Researchers from the Andalusian Centre for Environmental Studies and the University of Granada have rebuilt the ozone column trends recorded between 1978 and 2008 that rise up over the Iberian Peninsula. The study was published weeks ago in the ‘Atmospheric Environment’ journal.
The results highlight the influence that the prohibition of aerosols and chlorofluorocarbon gases (CFC) has had. According to Manuel Antón from the Department of Applied Physics of the University of Granada, “although these types of emissions were banned by the 1987 Montreal Protocol, our study reveals that stratospheric ozone did not show signs of recovery until 1995.”
“We established two measurement periods. For the first, between 1979 and 1994, we saw that stratospheric ozone depletion was significant with higher levels in the north of the peninsula,” states Antón. According to the study, the effects of depletion were felt more in cities such as Barcelona, Santander and La Coruña who all saw a reduction in ozone levels of approximately 4% per decade due to dynamic factors in the stratosphere.
The second period studied, between 1995 and 2008, differed from the first.

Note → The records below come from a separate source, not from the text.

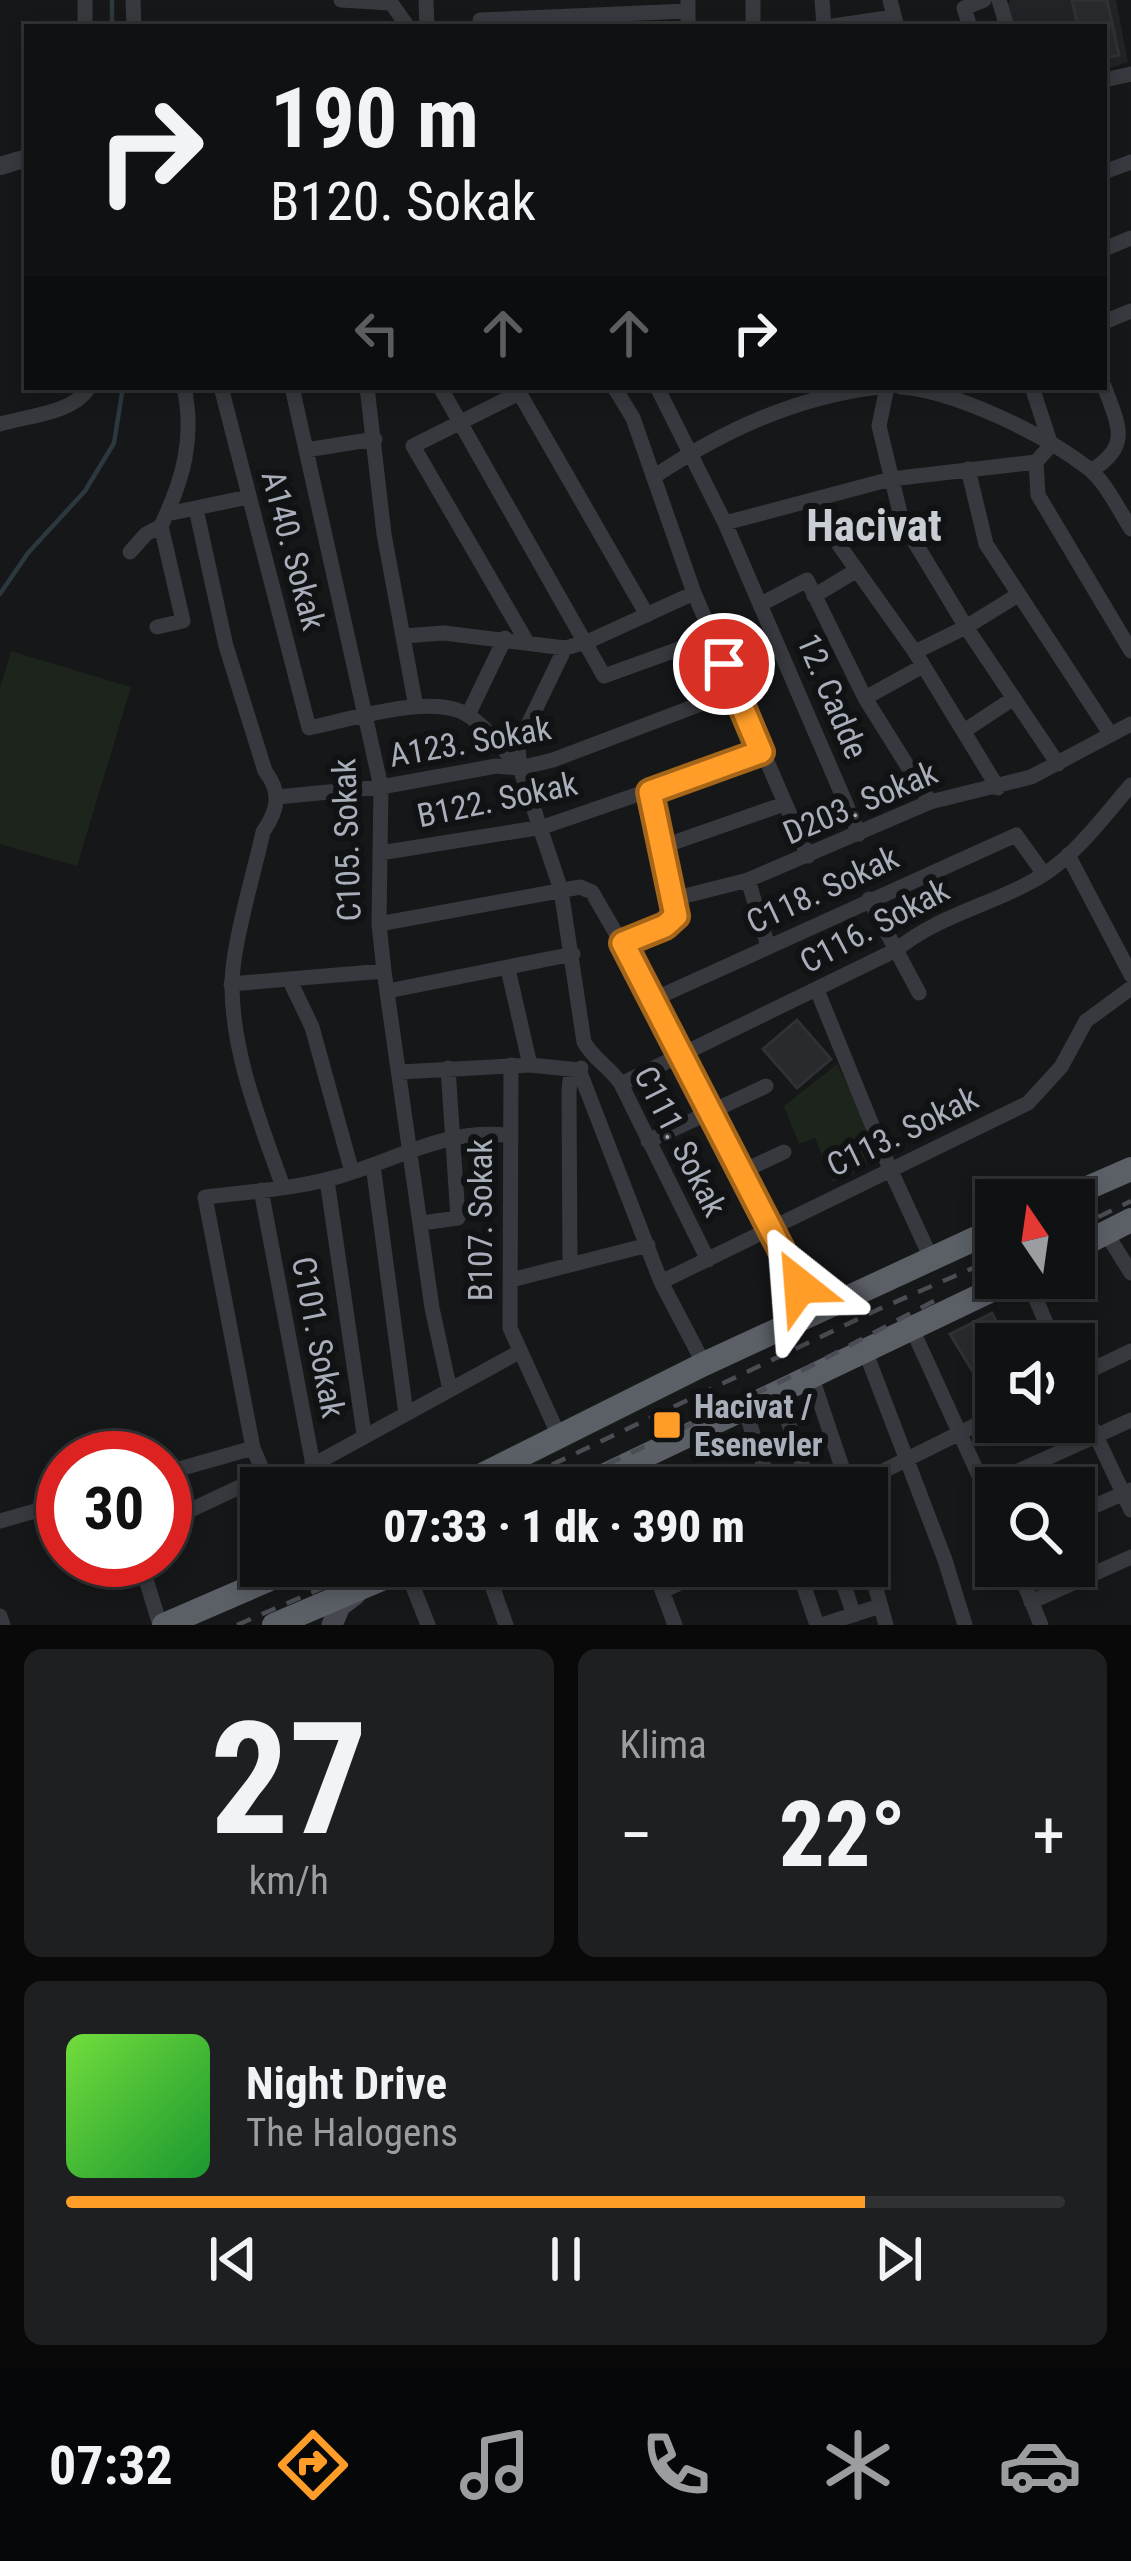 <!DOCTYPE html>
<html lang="tr">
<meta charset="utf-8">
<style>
:root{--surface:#101113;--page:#1e1f21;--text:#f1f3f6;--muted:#9c9da0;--line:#303133;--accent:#ff9d28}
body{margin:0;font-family:"Roboto Condensed",sans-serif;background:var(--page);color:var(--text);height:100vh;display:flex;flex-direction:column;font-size:45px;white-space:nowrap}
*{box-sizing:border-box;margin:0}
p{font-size:39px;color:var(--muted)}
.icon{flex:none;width:66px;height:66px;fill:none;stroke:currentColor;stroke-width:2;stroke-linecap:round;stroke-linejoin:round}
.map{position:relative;height:1625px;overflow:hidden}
.drawer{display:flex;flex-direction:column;gap:24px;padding:24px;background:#09090a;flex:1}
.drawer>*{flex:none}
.guide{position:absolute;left:24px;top:24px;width:1083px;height:366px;border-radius:0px;box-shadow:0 6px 18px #0003,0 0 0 3px var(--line);background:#101113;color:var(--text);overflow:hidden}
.needle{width:78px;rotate:347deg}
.tools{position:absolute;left:975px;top:1179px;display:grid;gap:24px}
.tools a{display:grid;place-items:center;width:120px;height:120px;border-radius:0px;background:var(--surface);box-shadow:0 6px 18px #0003,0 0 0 3px var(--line);font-size:60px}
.speed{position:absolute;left:36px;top:1431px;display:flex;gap:24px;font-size:60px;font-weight:700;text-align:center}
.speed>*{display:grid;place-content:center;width:156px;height:156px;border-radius:50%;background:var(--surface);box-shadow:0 6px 18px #0003,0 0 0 3px var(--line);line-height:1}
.speed .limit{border:18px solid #d22;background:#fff;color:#111}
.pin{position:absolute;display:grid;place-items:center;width:102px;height:102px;color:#fff;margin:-51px;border:6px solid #fff;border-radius:50%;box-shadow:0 3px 12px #0007}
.me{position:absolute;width:132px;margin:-66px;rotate:332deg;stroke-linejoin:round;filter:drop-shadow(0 0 9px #0008)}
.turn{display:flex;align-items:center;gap:42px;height:252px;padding:0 48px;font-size:54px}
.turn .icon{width:156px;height:156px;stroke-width:2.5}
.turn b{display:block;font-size:84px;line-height:102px}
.lanes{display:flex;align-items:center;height:114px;padding:0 48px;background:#0003;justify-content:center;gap:60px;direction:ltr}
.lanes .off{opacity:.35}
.big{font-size:90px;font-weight:800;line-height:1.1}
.drawer .widget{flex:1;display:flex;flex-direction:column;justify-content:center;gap:18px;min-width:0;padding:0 42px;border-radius:18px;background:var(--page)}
.drawer .dial{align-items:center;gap:0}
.dial b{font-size:156px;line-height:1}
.song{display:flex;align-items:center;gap:36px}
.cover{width:144px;height:144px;border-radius:18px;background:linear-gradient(135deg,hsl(100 70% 55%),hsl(130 70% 35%))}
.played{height:12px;border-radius:6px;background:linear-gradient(90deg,var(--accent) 80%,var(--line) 80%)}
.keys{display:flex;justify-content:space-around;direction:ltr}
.heat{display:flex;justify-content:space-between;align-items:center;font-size:66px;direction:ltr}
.drawer .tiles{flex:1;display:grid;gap:24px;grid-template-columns:1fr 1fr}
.widget:last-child{grid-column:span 2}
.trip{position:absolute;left:240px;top:1467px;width:648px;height:120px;border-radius:0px;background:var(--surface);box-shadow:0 6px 18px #0003,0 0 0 3px var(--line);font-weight:800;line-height:120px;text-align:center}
.menu{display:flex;height:192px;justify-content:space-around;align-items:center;background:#060708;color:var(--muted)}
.menu .icon{width:84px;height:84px}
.menu .on{color:var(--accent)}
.menu b{font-size:54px;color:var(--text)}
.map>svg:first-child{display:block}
</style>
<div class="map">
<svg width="1131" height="1625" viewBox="0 0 1131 1625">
<rect width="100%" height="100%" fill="#161719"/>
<path fill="#222326" d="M 1010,0 L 1116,0 L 1128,62 L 1104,70 L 1104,27 L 1012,27 L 1007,8 Z"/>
<path fill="#1c241c" d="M 11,651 L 131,687 L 77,866 L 0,844 L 0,688 Z
M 837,1064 C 847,1086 881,1144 867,1163 C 860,1173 844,1177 833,1182 L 815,1138 L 799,1144 L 784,1106 Z"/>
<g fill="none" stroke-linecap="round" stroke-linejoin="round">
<path stroke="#2b383e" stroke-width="4.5" d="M 112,0 L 112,27
M 0,594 L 28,553 L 85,491 L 114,443 L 123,387"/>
</g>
<path fill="#292a2d" stroke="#303135" stroke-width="3" d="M 1072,0 L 1107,0 L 1119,55 L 1104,58 L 1104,27 L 1078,27 Z
M 797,1020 L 831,1059 L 797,1088 L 763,1049 Z
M 992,1313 L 1006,1341 L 996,1344 L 996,1378 L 981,1385 L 950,1334 Z"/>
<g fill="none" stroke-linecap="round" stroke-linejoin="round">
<path stroke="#37393e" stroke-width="15" d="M 85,0 L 85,27
M 133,0 L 134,27
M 341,0 L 391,3
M 389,0 L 408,27
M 426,0 L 427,27
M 753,0 L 753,27
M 822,0 L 824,27
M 890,0 L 897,27
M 999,0 L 1007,27
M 480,20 L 688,11
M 688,27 L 688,0
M 826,27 L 894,17
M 970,27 L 964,8 L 984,0
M 1104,80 L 1131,74
M 1104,172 L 1131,162
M 1104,249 L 1131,238
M 1104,322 L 1131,311
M 221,387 L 309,728 C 348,720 431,693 466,714 C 486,726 504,751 520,768
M 292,387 L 381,787 L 379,924 L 384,971 L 432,1308 L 450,1390
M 367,387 L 384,534 L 416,707
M 440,387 L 604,676 L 712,637
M 516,387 L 647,615
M 614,387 L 633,418 L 694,593 L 808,856
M 657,387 L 725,523 L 859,834
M 887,387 L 879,426 L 902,521 L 966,627 L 1058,764
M 901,387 C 955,391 1044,434 1088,468 C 1105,481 1119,510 1131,529
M 519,393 L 413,446 L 527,642
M 0,424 C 27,416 75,413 89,387
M 306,450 L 375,439
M 1036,462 L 1038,495 L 1131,651
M 968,469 L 986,544 L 1111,735
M 1092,470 C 1131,446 1119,426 1104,386
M 655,476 C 724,430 796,397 879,387
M 196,509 L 226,646 L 265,771 C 282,793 278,810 263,832 C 254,874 231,948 232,988 C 233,1057 261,1124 283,1187
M 167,514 L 248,497
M 725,523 L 891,479 L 1036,462 L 1051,445 L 1032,387
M 839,545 L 915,652 L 998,788
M 130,552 L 146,534 L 161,526 C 183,480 195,438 184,387
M 814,596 L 857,570
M 761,604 L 807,580 L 865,698 L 930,802
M 157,627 L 183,621 L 161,526
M 403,636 L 444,633 L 565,648 L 587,642 L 694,593
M 565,648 L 523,735 L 518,749 L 520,768 L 561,890 L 584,1042 C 594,1060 610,1067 621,1084 L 708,1260
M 915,652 L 966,627 L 1018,595
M 865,698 L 923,666
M 468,715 L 505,638
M 964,731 L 1014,698
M 277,797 L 381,787 L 496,766 L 520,768 L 553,760 L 735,691
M 661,847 L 784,804
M 380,853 L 543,827 L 761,752
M 1068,855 L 1131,975
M 748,880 L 768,946
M 673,899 L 748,880 L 930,802 L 1031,777 L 1131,724
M 869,899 L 919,993
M 379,924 L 580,887 L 592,892 L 654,999 L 815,1314
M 623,943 L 665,926 L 676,916 L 650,792
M 508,969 L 530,1065
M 290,981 L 312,1027 L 352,1172
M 231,984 L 384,971
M 817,990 L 890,1169 L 931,1258
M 388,991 L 573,954
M 654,999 L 1016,835 L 1044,874
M 511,1065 L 510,1328 L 559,1436
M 400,1072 L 530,1065 L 579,1070 L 661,1282 L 704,1364
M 621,1084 L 896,950 C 941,913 998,904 1046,873 C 1079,851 1105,815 1131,785
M 648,1141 L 766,1086
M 373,1165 L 406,1414
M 741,1172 L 784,1152
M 327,1180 L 364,1434
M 261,1190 L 313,1465 L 292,1488
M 422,1223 L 458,1218 L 448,1068
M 1106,1233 L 1131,1273
M 570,1264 L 569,1092 L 570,1080 L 581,1068
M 1027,1278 L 1055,1344
M 511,1280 L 648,1245
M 661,1282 L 1028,1103 L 1061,1067 L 1086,1021 L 1131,988
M 913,1331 L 996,1513
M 866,1353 L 945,1560 L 965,1625
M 812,1378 L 849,1488 L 996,1415
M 1074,1378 L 1131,1351
M 1074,1389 L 1131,1510
M 779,1394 L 810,1488
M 745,1410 L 771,1488
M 313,1465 L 519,1352
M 614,1471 L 621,1488
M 165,1473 L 253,1448
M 985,1486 L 1131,1420
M 270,1488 L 253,1448 L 205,1197 C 247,1192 292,1189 333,1178 C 393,1162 448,1126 511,1136
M 1074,1515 L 1131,1490
M 0,1521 L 63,1503
M 165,1522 L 265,1475
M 867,1556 L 886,1625
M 140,1560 L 160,1625
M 485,1566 L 506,1625
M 653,1566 L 675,1625
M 797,1566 L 817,1625
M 837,1566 L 854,1615
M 1017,1566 L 1041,1625
M 406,1569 L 428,1625
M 663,1591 L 716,1566
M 1031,1602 L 1131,1557
M 0,1616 L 3,1625
M 822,1625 L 880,1606"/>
<path stroke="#37393e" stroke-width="18" d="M 0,166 L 27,158"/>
<path stroke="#45484e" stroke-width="21" d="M 332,1625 L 340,1606 L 356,1594"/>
<path stroke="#5b5f66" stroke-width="24" d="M 1060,1200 L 1131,1169
M 1074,1249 L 1131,1220
M 456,1488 L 704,1364 L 996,1229
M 578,1488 L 1017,1278
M 164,1625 L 300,1566
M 274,1625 L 412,1566"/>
<path stroke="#4a4d53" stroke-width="4.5" stroke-dasharray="15 12" stroke-linecap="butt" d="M 1074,1229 L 1131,1201
M 503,1488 L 877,1310 L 996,1258
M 558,1488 L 788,1378 L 934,1301
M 237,1625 L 373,1566"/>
</g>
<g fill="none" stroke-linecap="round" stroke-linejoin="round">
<defs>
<path id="route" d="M 724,664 L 761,752 L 650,792 L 676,916 L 665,926 L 623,943 L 800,1286"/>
</defs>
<use href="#route" stroke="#a6661a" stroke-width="30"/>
<use href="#route" stroke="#ff9d28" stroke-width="21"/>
</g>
<rect fill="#ff9d28" stroke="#111214" stroke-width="4.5" x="652" y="1410" width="30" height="30" rx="6"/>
<g text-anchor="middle" stroke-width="12" stroke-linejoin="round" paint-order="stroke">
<g font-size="33" fill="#a8afba" stroke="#111214">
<text transform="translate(294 550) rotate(75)" y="12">A140. Sokak</text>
<text transform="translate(833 696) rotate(67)" y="12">12. Cadde</text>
<text transform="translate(470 741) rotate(-10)" y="12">A123. Sokak</text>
<text transform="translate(497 799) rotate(-12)" y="12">B122. Sokak</text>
<text transform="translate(860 802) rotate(-23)" y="12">D203. Sokak</text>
<text transform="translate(346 840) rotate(-92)" y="12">C105. Sokak</text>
<text transform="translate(822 889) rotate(-25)" y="12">C118. Sokak</text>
<text transform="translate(874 925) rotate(-28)" y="12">C116. Sokak</text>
<text transform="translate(902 1131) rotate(-26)" y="12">C113. Sokak</text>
<text transform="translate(681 1141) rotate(63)" y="12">C111. Sokak</text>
<text transform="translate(480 1220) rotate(-90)" y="12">B107. Sokak</text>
<text transform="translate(319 1337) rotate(79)" y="12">C101. Sokak</text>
</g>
<g font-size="33" font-weight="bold" fill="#a8afba" stroke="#111214" text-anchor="start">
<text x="694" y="1418">Hacivat /<tspan x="694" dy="38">Esenevler</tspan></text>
</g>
<g font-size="45" font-weight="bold" fill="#c9ced5" stroke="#111214">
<text x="874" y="541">Hacivat</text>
</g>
</g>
</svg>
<div class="tools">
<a><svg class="needle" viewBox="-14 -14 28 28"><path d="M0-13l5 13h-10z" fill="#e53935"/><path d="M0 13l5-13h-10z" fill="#9c9da0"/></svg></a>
<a><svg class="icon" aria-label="sound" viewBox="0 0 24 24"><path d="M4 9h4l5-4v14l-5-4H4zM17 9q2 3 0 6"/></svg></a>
<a><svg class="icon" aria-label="search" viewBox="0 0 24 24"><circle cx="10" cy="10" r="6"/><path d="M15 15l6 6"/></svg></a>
</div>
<div class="speed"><div class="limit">30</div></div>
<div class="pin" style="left:724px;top:664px;background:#d93025"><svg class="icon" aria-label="arrive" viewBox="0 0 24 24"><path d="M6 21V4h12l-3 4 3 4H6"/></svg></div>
<svg class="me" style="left:800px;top:1286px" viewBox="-20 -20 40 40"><path d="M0-17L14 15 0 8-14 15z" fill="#ff9d28" stroke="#fff" stroke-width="4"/></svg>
<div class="trip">07:33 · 1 dk · 390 m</div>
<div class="guide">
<div class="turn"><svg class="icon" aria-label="right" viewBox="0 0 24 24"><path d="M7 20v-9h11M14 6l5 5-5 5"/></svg><div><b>190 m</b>B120. Sokak</div></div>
<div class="lanes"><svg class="icon off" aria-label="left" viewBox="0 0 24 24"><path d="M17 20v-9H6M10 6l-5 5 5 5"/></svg><svg class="icon off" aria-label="ahead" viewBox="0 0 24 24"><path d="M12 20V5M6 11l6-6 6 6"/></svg><svg class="icon off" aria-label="ahead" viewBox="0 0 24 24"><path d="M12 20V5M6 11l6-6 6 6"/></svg><svg class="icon" aria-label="right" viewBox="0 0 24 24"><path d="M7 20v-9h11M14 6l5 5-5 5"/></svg></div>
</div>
</div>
<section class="drawer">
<div class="tiles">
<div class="widget dial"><b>27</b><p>km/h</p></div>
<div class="widget"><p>Klima</p>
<div class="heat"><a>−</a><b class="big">22°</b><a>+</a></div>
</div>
<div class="widget">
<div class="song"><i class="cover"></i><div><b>Night Drive</b><p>The Halogens</p></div></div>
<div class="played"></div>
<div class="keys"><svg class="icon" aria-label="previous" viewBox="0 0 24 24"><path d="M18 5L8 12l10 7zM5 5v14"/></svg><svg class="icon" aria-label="pause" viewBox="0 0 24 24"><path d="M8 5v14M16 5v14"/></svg><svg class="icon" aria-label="next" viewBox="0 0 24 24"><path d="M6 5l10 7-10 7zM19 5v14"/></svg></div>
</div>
</div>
</section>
<nav class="menu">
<b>07:32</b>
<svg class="icon on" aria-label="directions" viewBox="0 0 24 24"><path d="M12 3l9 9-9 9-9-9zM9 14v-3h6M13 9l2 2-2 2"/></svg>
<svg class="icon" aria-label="music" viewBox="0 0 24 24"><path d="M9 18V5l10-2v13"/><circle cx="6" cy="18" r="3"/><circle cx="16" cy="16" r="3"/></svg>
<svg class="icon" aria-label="phone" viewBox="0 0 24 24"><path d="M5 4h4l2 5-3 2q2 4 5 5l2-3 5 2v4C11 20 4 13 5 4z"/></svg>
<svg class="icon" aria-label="climate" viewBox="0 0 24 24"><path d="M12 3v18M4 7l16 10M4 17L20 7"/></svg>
<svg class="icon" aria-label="car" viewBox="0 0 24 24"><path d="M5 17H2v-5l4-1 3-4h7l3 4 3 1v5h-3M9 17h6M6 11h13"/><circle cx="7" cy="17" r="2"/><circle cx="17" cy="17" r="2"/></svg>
</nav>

For example, ozone levels showed positive trends with greater recovery levels (2.5% per decade) in the north-east of the Peninsula where levels were higher than other regions due to industrial emissions. Antón says that “we have seen that the troposphere ozone contributes in recovering total ozone levels.”
In contrast to the stratospheric ozone, which acts as a filter against harmful radiation, the tropospheric or ground-level ozone found in the lowest layer of the atmosphere is a secondary pollutant. It mainly comes from the photochemical processes that transform nitrogen oxides and volatile particles from burning fossil fuels into ozone. Heat and light from the sun stimulate such processes which is why ground-level ozone is such a common pollutant in Spain.
The results show that in highly industrial areas such as the north-east of Spain, the recovery of the ozone layer was quicker thanks to the ozone contribution of the troposphere to the stratosphere. However, the authors of the study warn that “other anthropogenic effects could complicate the recovery process and result in areas with altered ozone levels.”
The ozone level measurement data used in the study were taken from two satellites. These were the US satellite TOMS (Total Ozone Mapping Spectrometer, which has provided daily images of the spatial distribution of the ozone between 1978 and 2005) and the European satellite GOME (Global Ozone Monitoring Experiment which more recently took measurements from July 1995 to June 2011). The University of Évora (Portugal), the Institute of Atmospheric Sciences and Climate in Bologna (Italy) and the German Aerospace Centre also participated in the study.